In 1980, as wargame publishers turned to computer-based games, Dunnigan wrote The Complete Wargames Handbook, a book about wargaming, including information about how to play, design, and find copies of wargames.

The book is divided into nine chapters, preceded by an introduction and followed by appendices and a bibliography. The chapters cover:
1. What is a Wargame?
2. How to Play Wargames
3. Why Plan the Game
4. Designing Manual Games
5. History of Wargames
6. Computer Wargames
7. Designing Computer Wargames
8. Who Plays the Games
9. Wargames at War

==Publication history==
The book was originally published by William Morrow & Company in 1980. This was translated into Japanese and published by Hobby Japan in 1982. Morrow published a second edition in 1992. A third edition in paperback was published in 2000 by iUniverse.

==Reception==
In the September 1980 edition of The Space Gamer (No. 31), Nick Schuessler commented that "Wargames Handbook might make an interesting Christmas present for the friend or relative who has exhibited a passing interest in your hobby."

In the August–September 1980 edition of Different Worlds (Issue #9), Lynn Willis thought that Dunnigan's basic thesis was that wargaming is simple.

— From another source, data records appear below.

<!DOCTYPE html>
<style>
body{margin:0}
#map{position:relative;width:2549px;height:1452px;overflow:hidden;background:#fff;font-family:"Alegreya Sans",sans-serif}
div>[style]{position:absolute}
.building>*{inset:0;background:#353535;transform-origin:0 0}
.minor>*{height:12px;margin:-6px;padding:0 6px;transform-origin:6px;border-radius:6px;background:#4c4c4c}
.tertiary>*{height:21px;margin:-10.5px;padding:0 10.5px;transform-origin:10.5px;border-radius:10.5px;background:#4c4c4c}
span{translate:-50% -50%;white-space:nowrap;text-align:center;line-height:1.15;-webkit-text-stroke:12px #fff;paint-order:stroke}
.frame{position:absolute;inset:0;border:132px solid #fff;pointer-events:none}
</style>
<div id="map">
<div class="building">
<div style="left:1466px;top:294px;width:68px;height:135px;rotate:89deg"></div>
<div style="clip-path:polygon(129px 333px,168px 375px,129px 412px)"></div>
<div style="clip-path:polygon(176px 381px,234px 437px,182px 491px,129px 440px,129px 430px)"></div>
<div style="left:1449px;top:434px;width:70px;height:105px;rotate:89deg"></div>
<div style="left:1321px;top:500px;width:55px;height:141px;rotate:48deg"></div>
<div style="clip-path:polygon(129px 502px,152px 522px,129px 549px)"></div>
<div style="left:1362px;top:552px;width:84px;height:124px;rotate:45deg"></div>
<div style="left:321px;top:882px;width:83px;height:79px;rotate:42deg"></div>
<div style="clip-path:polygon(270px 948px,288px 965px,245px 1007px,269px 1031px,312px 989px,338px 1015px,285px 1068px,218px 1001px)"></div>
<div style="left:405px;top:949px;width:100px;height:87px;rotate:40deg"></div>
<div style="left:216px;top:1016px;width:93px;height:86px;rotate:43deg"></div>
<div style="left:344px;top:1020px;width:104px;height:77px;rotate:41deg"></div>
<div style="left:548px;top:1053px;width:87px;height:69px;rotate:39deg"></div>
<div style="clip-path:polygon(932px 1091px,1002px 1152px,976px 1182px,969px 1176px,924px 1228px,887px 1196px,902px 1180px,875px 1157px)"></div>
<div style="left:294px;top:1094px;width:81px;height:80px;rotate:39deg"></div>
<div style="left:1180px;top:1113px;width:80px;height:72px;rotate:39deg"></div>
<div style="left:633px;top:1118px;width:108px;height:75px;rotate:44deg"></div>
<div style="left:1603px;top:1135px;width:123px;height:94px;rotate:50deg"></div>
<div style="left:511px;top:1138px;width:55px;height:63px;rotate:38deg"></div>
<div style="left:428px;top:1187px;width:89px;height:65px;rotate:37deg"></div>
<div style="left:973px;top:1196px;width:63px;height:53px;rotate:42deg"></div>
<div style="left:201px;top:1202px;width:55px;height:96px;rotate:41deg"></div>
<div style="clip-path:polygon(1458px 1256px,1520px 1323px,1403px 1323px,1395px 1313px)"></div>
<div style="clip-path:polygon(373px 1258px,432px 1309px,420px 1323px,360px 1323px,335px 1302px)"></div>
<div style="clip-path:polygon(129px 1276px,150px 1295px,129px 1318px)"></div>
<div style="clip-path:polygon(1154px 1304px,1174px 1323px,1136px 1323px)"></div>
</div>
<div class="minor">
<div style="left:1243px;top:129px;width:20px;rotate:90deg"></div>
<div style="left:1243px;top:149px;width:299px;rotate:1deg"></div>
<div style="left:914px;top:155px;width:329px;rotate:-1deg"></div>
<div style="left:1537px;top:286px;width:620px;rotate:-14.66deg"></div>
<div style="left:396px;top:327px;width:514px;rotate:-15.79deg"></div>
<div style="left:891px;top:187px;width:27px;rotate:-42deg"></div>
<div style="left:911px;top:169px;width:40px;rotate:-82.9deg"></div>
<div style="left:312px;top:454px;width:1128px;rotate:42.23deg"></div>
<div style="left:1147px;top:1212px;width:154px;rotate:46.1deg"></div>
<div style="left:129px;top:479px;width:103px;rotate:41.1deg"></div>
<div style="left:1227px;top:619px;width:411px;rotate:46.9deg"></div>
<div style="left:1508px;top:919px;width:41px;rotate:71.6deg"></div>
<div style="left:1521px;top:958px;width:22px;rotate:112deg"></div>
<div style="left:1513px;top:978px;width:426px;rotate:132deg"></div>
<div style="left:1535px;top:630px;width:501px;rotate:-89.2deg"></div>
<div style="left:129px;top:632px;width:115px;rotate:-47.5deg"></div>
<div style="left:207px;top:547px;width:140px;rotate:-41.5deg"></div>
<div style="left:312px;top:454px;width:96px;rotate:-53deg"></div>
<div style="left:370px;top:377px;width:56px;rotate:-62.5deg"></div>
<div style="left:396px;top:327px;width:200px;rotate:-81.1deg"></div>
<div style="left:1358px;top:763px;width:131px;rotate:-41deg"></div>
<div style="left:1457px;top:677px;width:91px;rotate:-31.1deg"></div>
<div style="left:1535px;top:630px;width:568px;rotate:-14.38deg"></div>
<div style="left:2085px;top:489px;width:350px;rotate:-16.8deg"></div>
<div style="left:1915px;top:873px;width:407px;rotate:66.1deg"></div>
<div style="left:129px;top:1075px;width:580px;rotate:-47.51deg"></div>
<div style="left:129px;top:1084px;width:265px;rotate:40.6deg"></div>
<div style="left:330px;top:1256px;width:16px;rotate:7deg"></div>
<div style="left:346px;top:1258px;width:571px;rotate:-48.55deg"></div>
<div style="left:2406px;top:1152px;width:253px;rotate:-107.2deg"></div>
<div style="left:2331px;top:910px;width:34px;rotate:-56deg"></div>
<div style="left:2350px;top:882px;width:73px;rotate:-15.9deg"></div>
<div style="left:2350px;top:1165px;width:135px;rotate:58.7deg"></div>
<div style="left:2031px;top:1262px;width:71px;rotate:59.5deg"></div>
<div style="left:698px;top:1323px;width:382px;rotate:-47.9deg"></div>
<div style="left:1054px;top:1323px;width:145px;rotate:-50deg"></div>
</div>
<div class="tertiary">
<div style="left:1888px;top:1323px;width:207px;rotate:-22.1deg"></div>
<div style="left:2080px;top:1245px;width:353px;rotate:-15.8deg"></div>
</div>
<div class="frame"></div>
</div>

However, noting the 272 pages "interspersed with 50–60 charts, maps, and rules excerpts", Willis commented, "I am not sure how well simplicity can be proved by a complex execution which implicitly disowns its rationale. It strikes me strange, somehow, like ending the Miss Nude USA contest with a swimsuit competition." Willis also thought that the book superficially skimmed over its topics, and Dunnigan failed to provide deep insights into his experiences. Willis concluded, "What we get are not [Dunnigan's] insights which have so dramatically revitalized gaming, nor the knowledge and experience given in return to Dunnigan, but a watery book which anyone acquainted with the field might have written."

The Tactical Wargamer website noted that the bibliographies "range in usefulness", and that there is "little discussion of tactical-level games."

In a summary about a workshop held by Military Operations Research Society to design "seminar wargames" (used by the military for planning strategies), Dunnigan's book was quoted extensively regarding developing manual rules for a wargame. But it was noted that in the case of blind testing of the wargame suggested by Dunnigan, it "may not be feasible in seminar war games where the judgement of the facilitator is so crucial in determining how player activity will govern outcomes (i.e., where there are no written rules for adjudication)."